On Intel Architecture Day 2021, Intel disclosed information including Alder Lake, Sapphire Rapids, Ponte Vecchio, and Alchemist. According to
Wccftech reports, on the subsequent Hot Chips 33, Intel shared more information about the Sapphire Rapids-SP processor and also introduced some chip packaging issues related to Ponte Vecchio
Intel said that Sapphire Rapids uses a new core and accelerator engine to set the standard for next-generation data center processors. Its core is a modularized partitioned SoC architecture, benefiting from EMIB interconnect packaging technology and advanced grid architecture, it has good scalability while still maintaining the advantages of a single-chip CPU interface.
Sapphire Rapids will be based on Intel 7 process technology, supporting PCIe Gen5, CXL 1.1 (Compute Express Link), eight-channel DDR5 memory, and HBM technology.
Sapphire Rapids supports the Intel Accelerator Interface Architecture instruction set (AIA) and Intel Advanced Matrix Extensions (AMX). AIA supports effective scheduling, synchronization, and signal transmission of accelerators and devices. AMX can provide a significant acceleration for the Tensor processing at the core of the deep learning algorithm, performing 2000 INT8 operations and 1000 BFP16 operations in each cycle. In addition, it also supports Intel Data Stream Accelerator (DSA), designed to offload the most common data movement tasks to provide higher overall workload performance.
Like the information circulated before, Sapphire Rapids-SP will have two different package models, one is standard configuration, the other is HBM configuration. The standard configuration will be a small chip design composed of four XCC chips. The area of a single XCC chip is about 400 square millimeters. It is interconnected by EMIB. The EMIB pitch is 55u and the core pitch is 100u. The standard Sapphire Rapids-SP will have 10 EMIB interconnects, and the size of the entire package is 4446 square millimeters. If it is the HBM configuration model, there will be 14 EMIB interconnects, because the HBM2E memory needs to be interconnected to the core, the size of the entire package is 5700 square millimeters. AMD’s EPYC processor codenamed Genoa has a package area of 5428 square millimeters, which is higher than the Sapphire Rapids-SP standard configuration version and slightly smaller than the HBM configuration version.

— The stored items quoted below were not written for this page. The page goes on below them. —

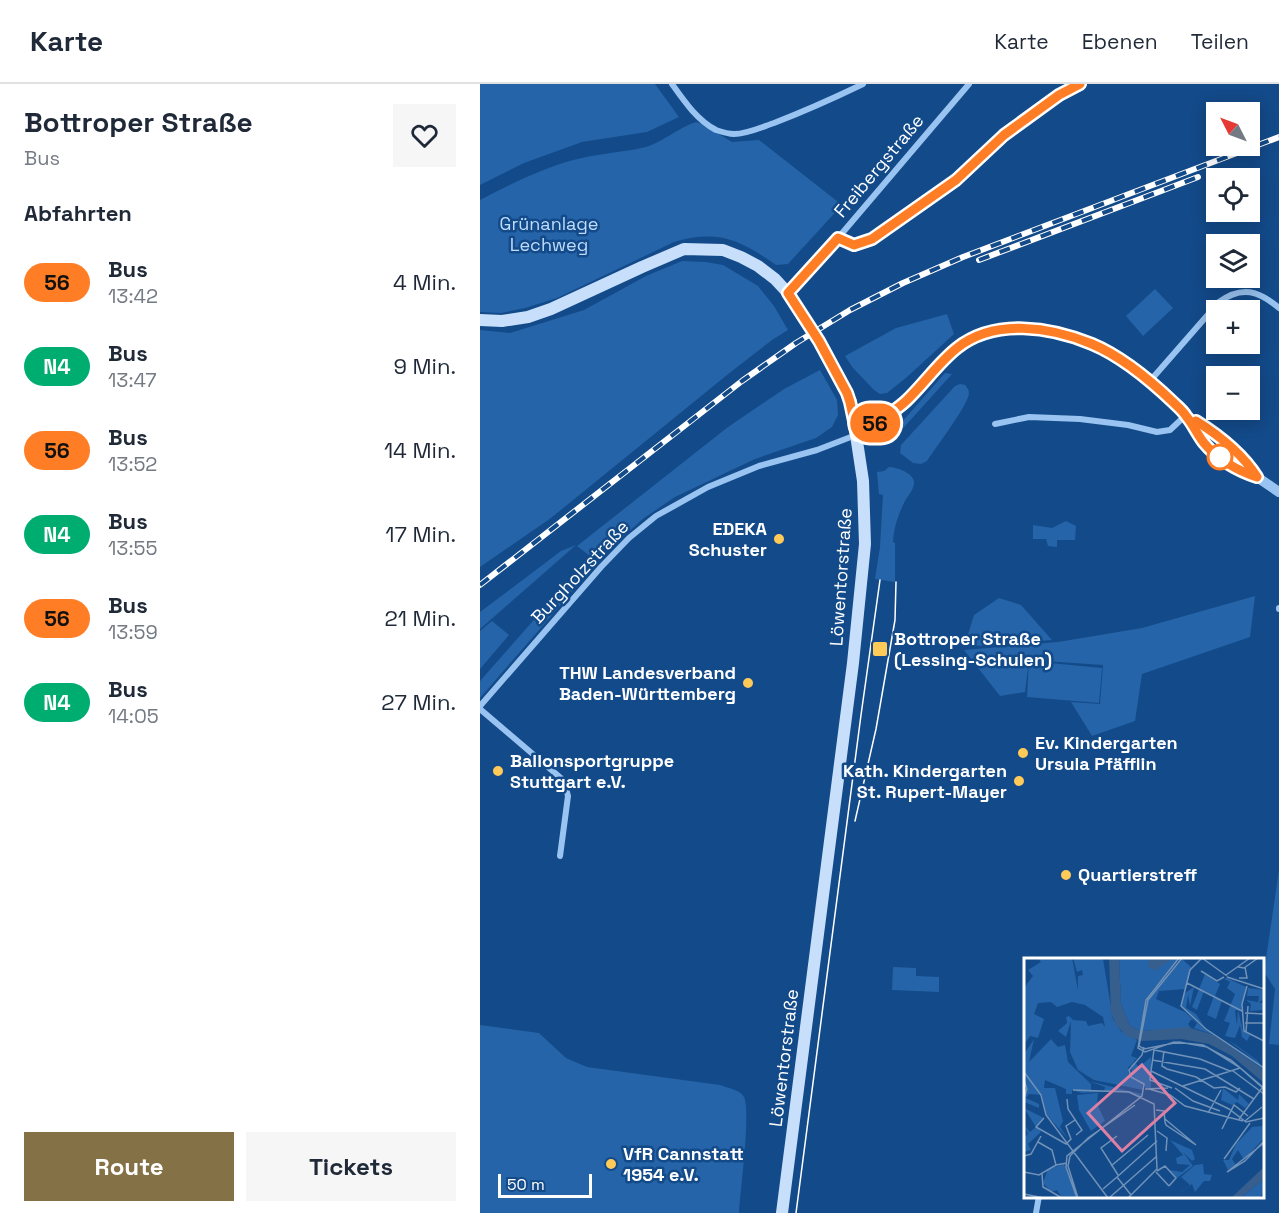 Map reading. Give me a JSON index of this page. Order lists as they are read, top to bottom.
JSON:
{
  "streets": {
    "main road": ["Löwentorstraße"],
    "street": ["Freibergstraße", "Burgholzstraße"]
  },
  "crossings": [
    ["Freibergstraße", "Löwentorstraße"],
    ["Burgholzstraße", "Löwentorstraße"]
  ],
  "parks": ["Grünanlage Lechweg"],
  "places": {
    "other": [
      "EDEKA Schuster",
      "THW Landesverband Baden-Württemberg",
      "Ev. Kindergarten Ursula Pfäfflin",
      "Ballonsportgruppe Stuttgart e.V.",
      "Kath. Kindergarten St. Rupert-Mayer",
      "Quartierstreff",
      "VfR Cannstatt 1954 e.V."
    ],
    "transit": ["Bottroper Straße (Lessing-Schulen)"]
  },
  "lines": ["bus line 56"],
  "scale_bar": "50 m",
  "north": "top left",
  "page": {
    "header": "Karte",
    "nav": ["Karte", "Ebenen", "Teilen"],
    "heading": [
      ["Bottroper Straße", "Bus"],
      "Abfahrten"
    ],
    "on_map": "56",
    "map_buttons": ["+", "−"],
    "list": [
      {
        "mark": "56",
        "name": "Bus",
        "note": "13:42",
        "value": "4 Min."
      },
      {
        "mark": "N4",
        "name": "Bus",
        "note": "13:47",
        "value": "9 Min."
      },
      {
        "mark": "56",
        "name": "Bus",
        "note": "13:52",
        "value": "14 Min."
      },
      {
        "mark": "N4",
        "name": "Bus",
        "note": "13:55",
        "value": "17 Min."
      },
      {
        "mark": "56",
        "name": "Bus",
        "note": "13:59",
        "value": "21 Min."
      },
      {
        "mark": "N4",
        "name": "Bus",
        "note": "14:05",
        "value": "27 Min."
      }
    ],
    "buttons": ["Route", "Tickets"],
    "scale": "50 m"
  }
} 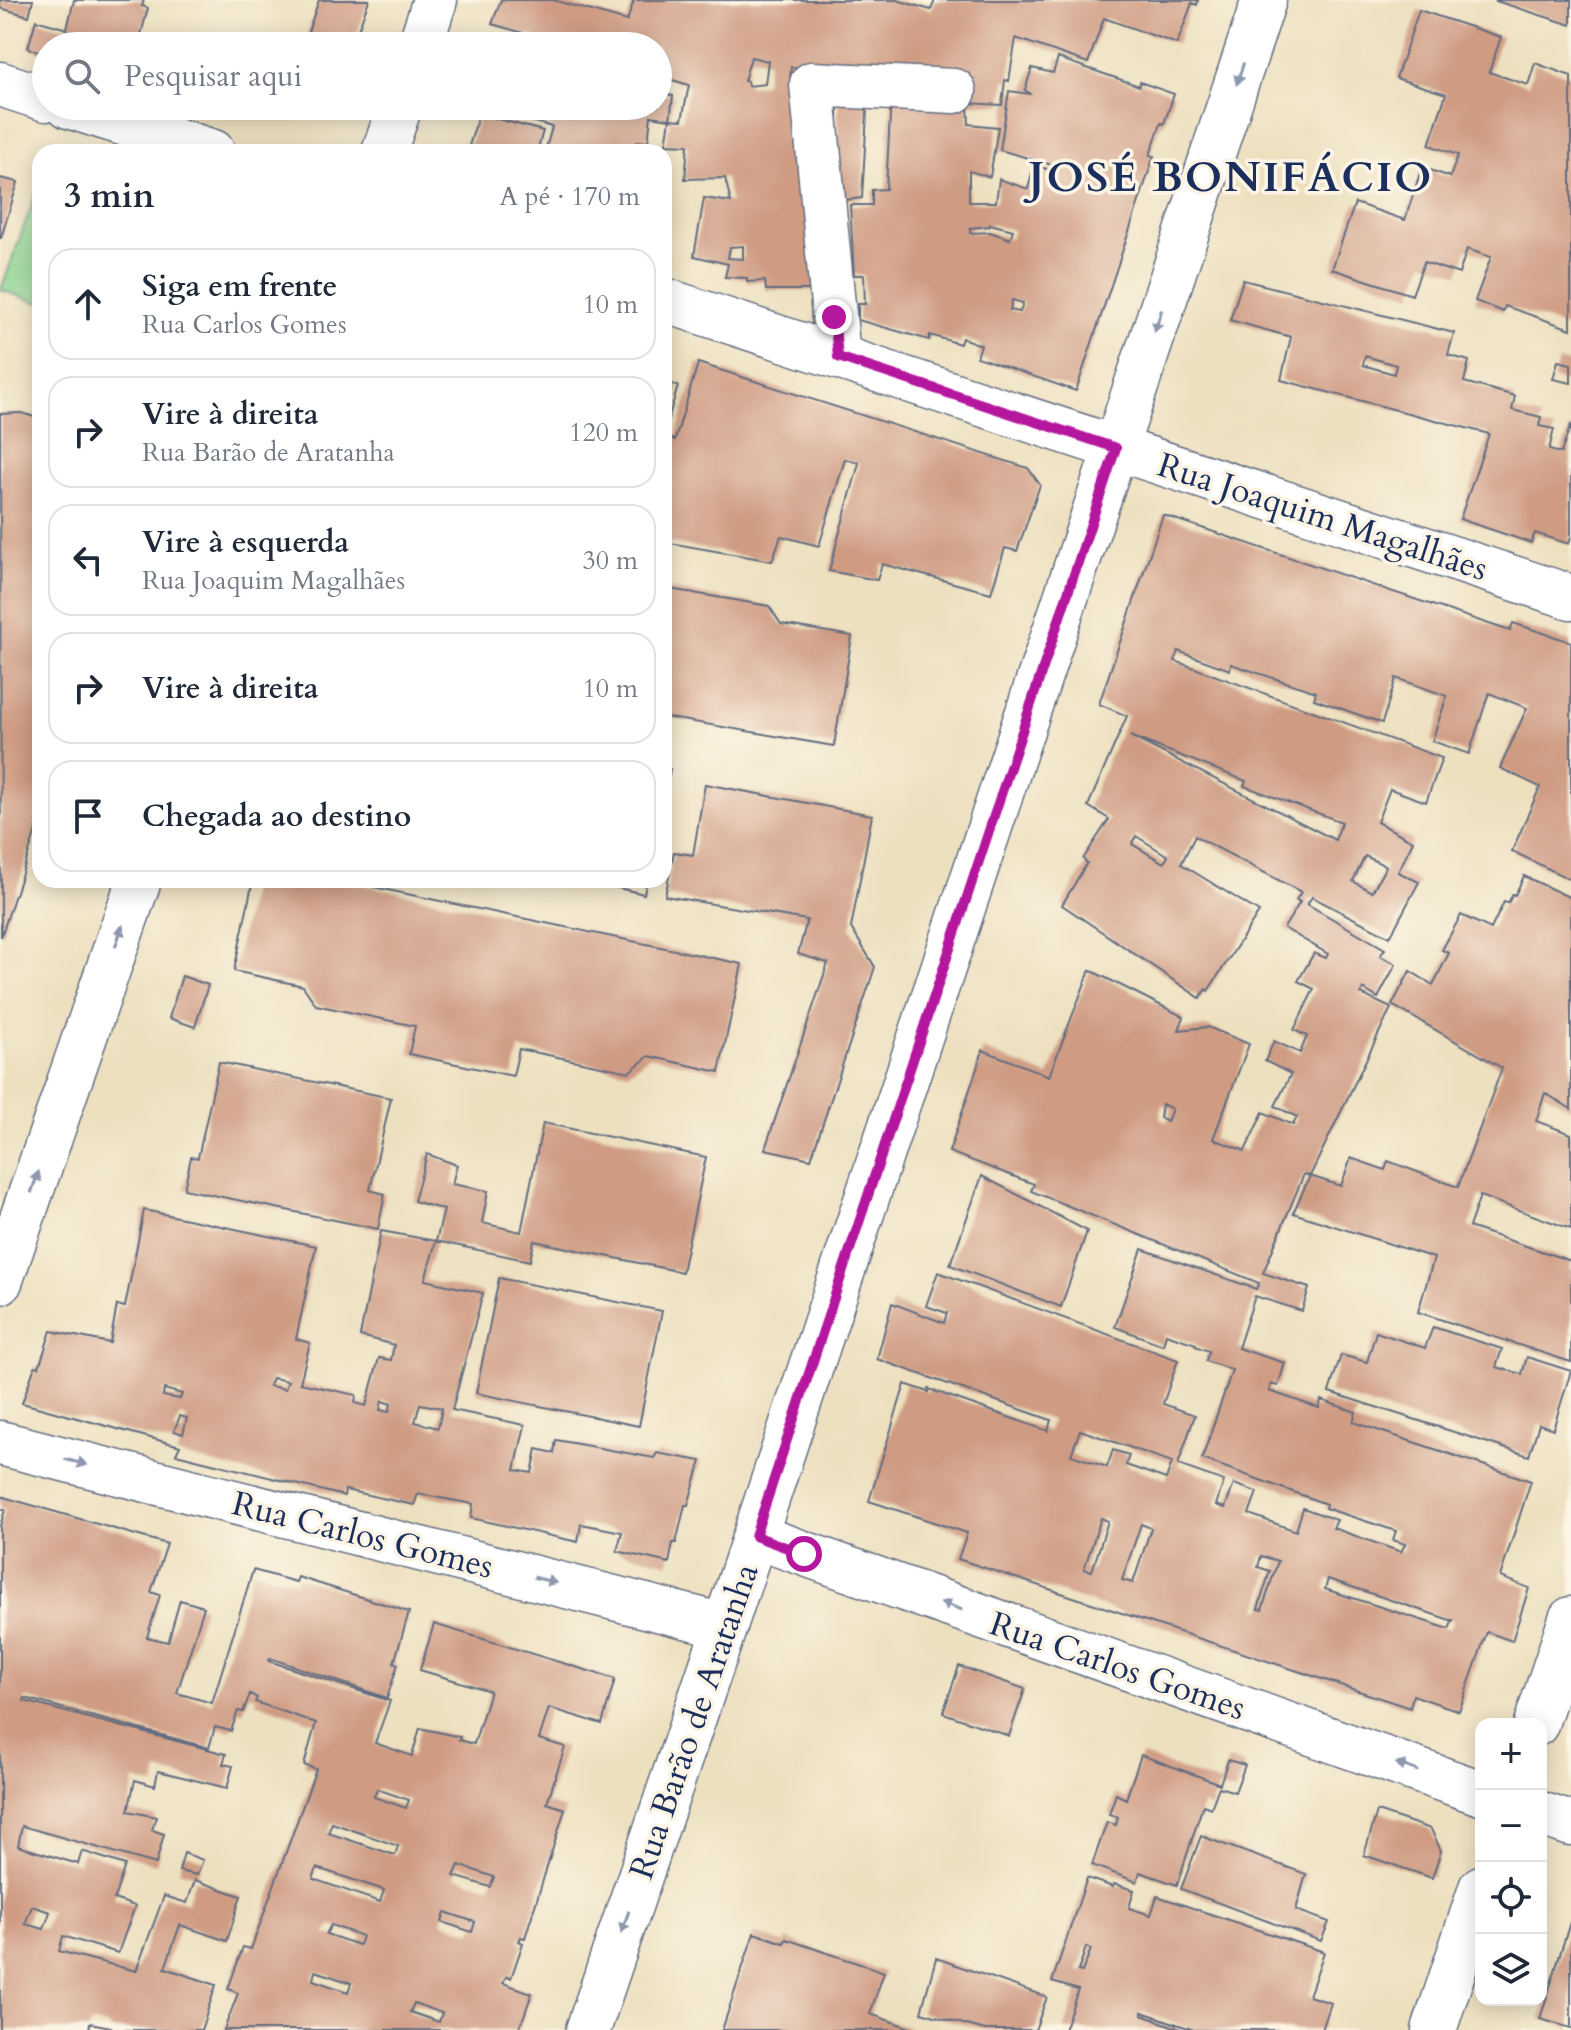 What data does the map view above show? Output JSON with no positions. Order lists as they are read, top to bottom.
{
  "streets": {
    "street": ["Rua Joaquim Magalhães", "Rua Carlos Gomes", "Rua Barão de Aratanha"]
  },
  "crossings": [
    ["Rua Joaquim Magalhães", "Rua Barão de Aratanha"],
    ["Rua Carlos Gomes", "Rua Barão de Aratanha"]
  ],
  "one_way": ["Rua Barão de Aratanha"],
  "districts": ["JOSÉ BONIFÁCIO"],
  "page": {
    "search": "Pesquisar aqui",
    "heading": ["3 min", "A pé · 170 m"],
    "list": [
      ["Siga em frente", "Rua Carlos Gomes", "10 m"],
      ["Vire à direita", "Rua Barão de Aratanha", "120 m"],
      ["Vire à esquerda", "Rua Joaquim Magalhães", "30 m"],
      ["Vire à direita", "10 m"],
      "Chegada ao destino"
    ],
    "map_buttons": ["+", "−"]
  }
} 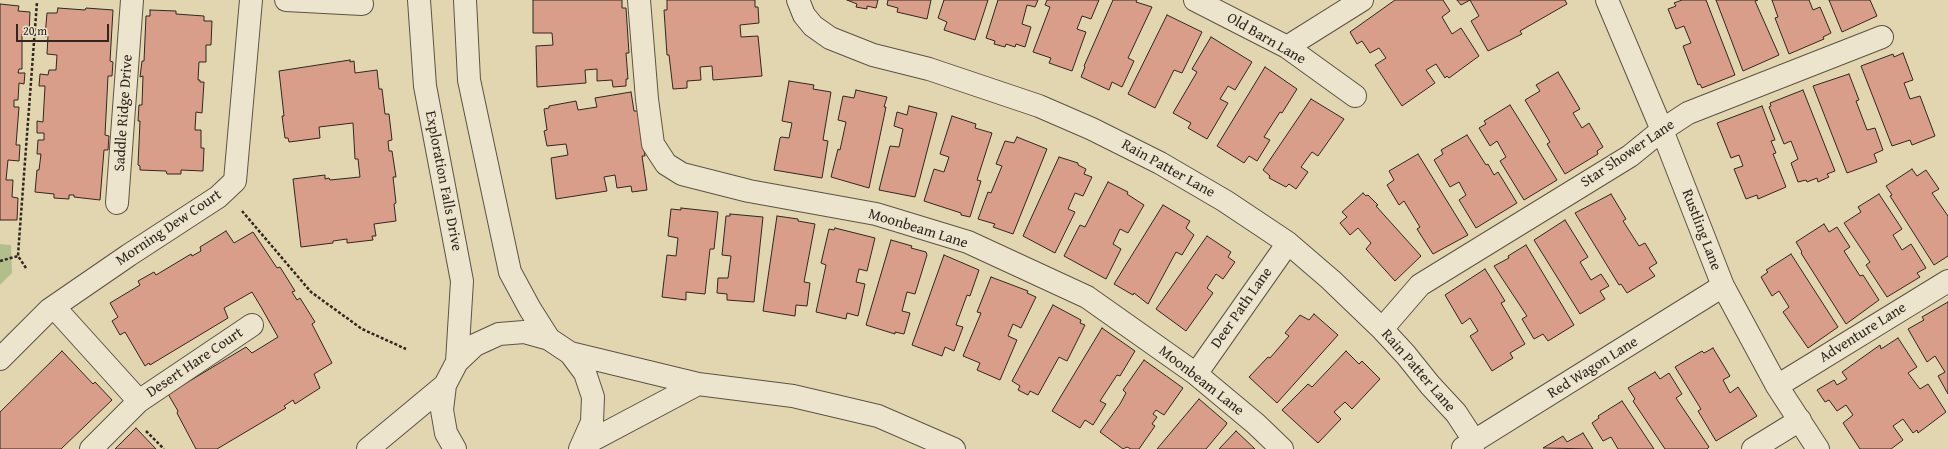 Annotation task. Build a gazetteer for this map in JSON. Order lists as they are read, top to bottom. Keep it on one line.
{"streets":{"street":["Old Barn Lane","Saddle Ridge Drive","Star Shower Lane","Rain Patter Lane","Exploration Falls Drive","Morning Dew Court","Moonbeam Lane","Rustling Lane","Deer Path Lane","Adventure Lane","Desert Hare Court","Red Wagon Lane"]},"crossings":[["Star Shower Lane","Rain Patter Lane"],["Star Shower Lane","Rustling Lane"],["Rain Patter Lane","Deer Path Lane"],["Rain Patter Lane","Red Wagon Lane"],["Morning Dew Court","Desert Hare Court"],["Moonbeam Lane","Deer Path Lane"],["Rustling Lane","Adventure Lane"],["Rustling Lane","Red Wagon Lane"]],"scale_bar":"20 m"} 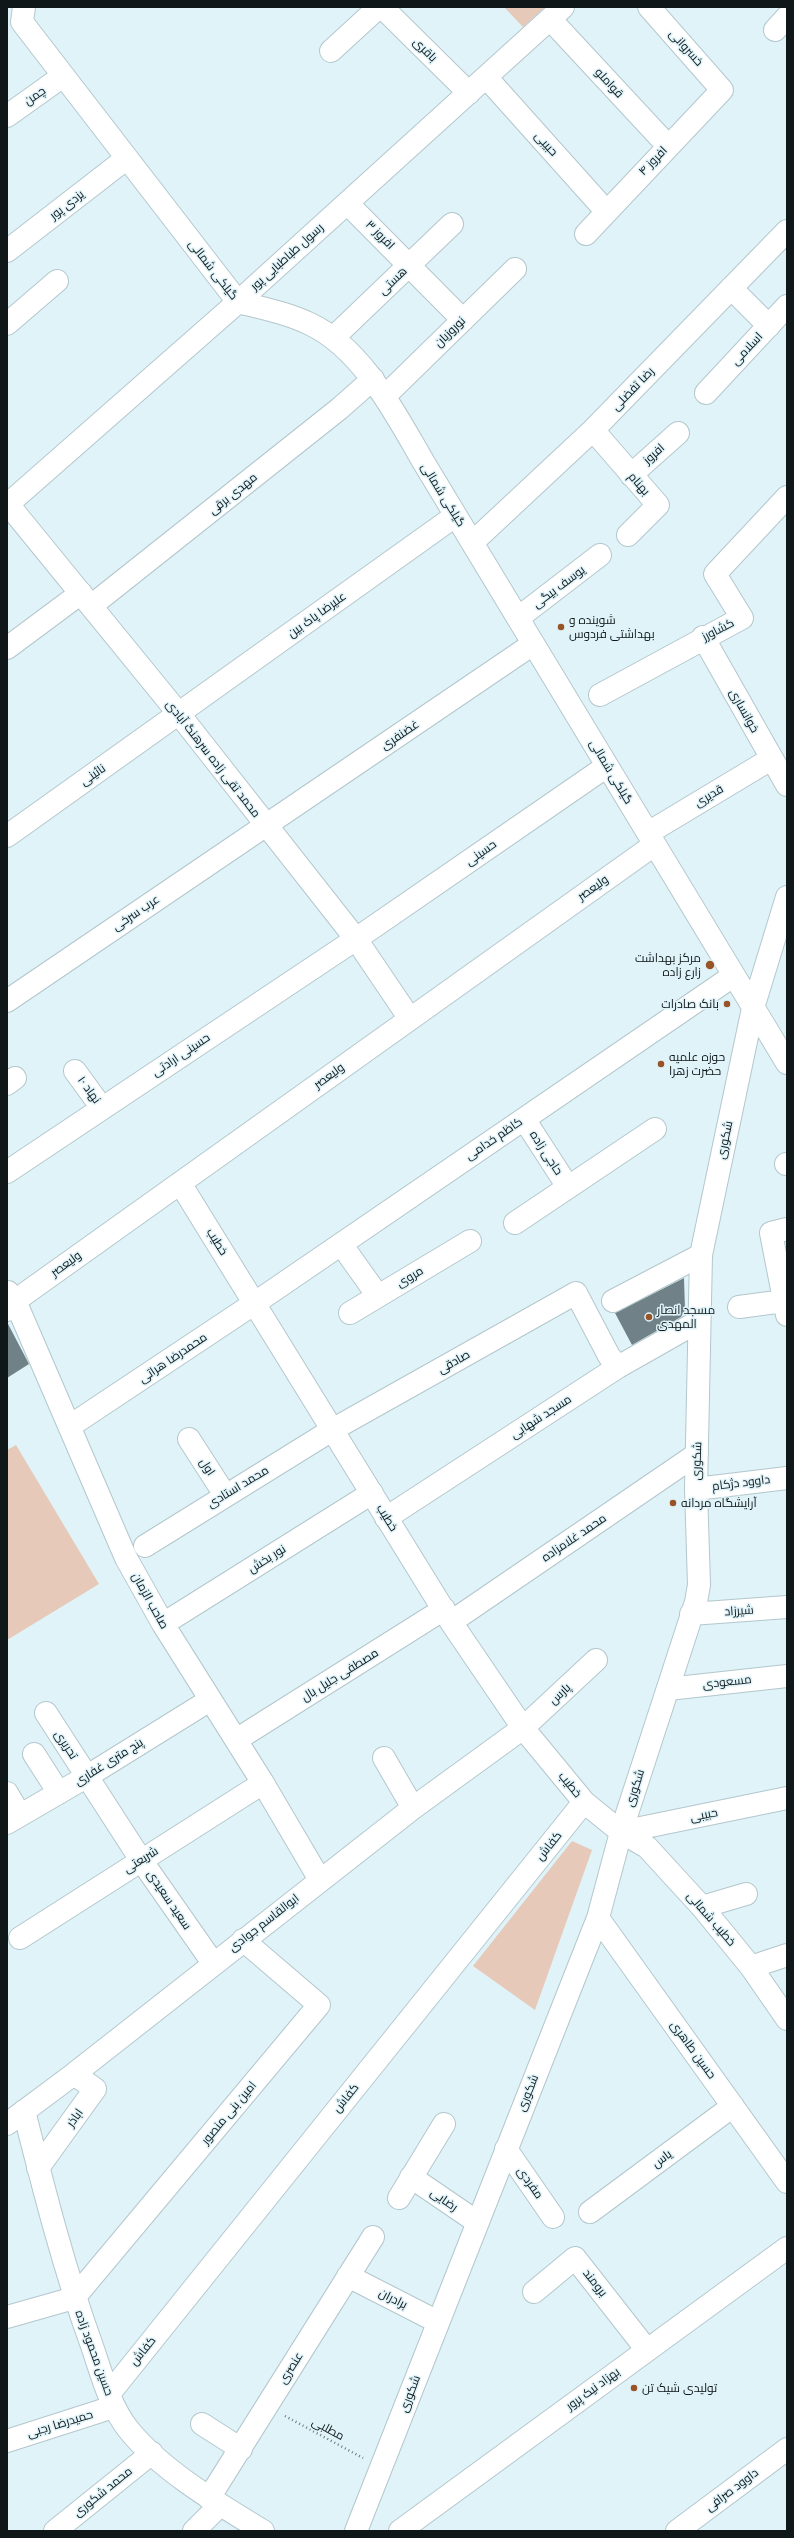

Intel said that compared with standard package design, the EMIB link provides twice the bandwidth and four times the power efficiency. Also, beneficiaries are Ponte Vecchio based on the Xe HPC architecture, which is a master of Intel’s current advanced technology, with more than 100 billion transistors, specifically designed for HPC and AI workloads. There are a total of 47 different units (Tile) inside, including computing unit, Rambo cache unit, Foveros packaging unit, base unit, HBM unit, Xe link unit, and EMIB unit, etc., using 5 different manufacturing processes
Like Alchemist graphics cards, Ponte Vecchio’s Xe HPC architecture is also based on the new Xe Core (Xe Core), however, the structure is different, with 8 512-bit vector engines and 8 4096-bit matrix engines (Xe Matrix eXtension, XMX). Although the number of bits of the Xe HPG architecture is halved compared to the Xe HPG architecture, the number of bits is twice and four times that of the Xe HPG architecture. At the same time, each Xe core has 512KB of L1 cache. The Xe HPC architecture also supports other data types, such as TF32 (Tensor Float 32). 16 Xe cores can form a slice (Slice), four slices form a stack, there will be a total of 64 Xe cores. There are also L2 cache, 4 HBM2E memory controllers, 1 media engine, 8 Xe link PCle controllers, etc. in the stack. Through multi-stack design, coupled with EMIB interconnect packaging technology and interconnection channels between each other, it can be further expanded. For example, Ponte Vecchio uses a dual-stack design.
This time Intel also introduced the package of Ponte Vecchio and the corresponding chip size. For example, the package size of Ponte Vecchio is 4843.7 square millimeters, and the 3D Forveros package pitch used is 36u, etc. Ponte Vecchio’s computing unit uses TSMC’s 5nm process, each unit has 8 Xe cores and 4MB of L1 cache. There are basic units responsible for I/O and high-bandwidth components using Intel 7 technology, an area of 640 square millimeters, and a 144MB L2 cache.
The Xe link unit uses TSMC’s 7nm process and is responsible for the interconnection between GPUs. Ponte Vecchio is in the A0 version stage with at least 45 TFLOPs of FP32 throughput.
Intel also has several next-generation advanced packaging design solutions, such as Forveros Omni and Forveros Direct.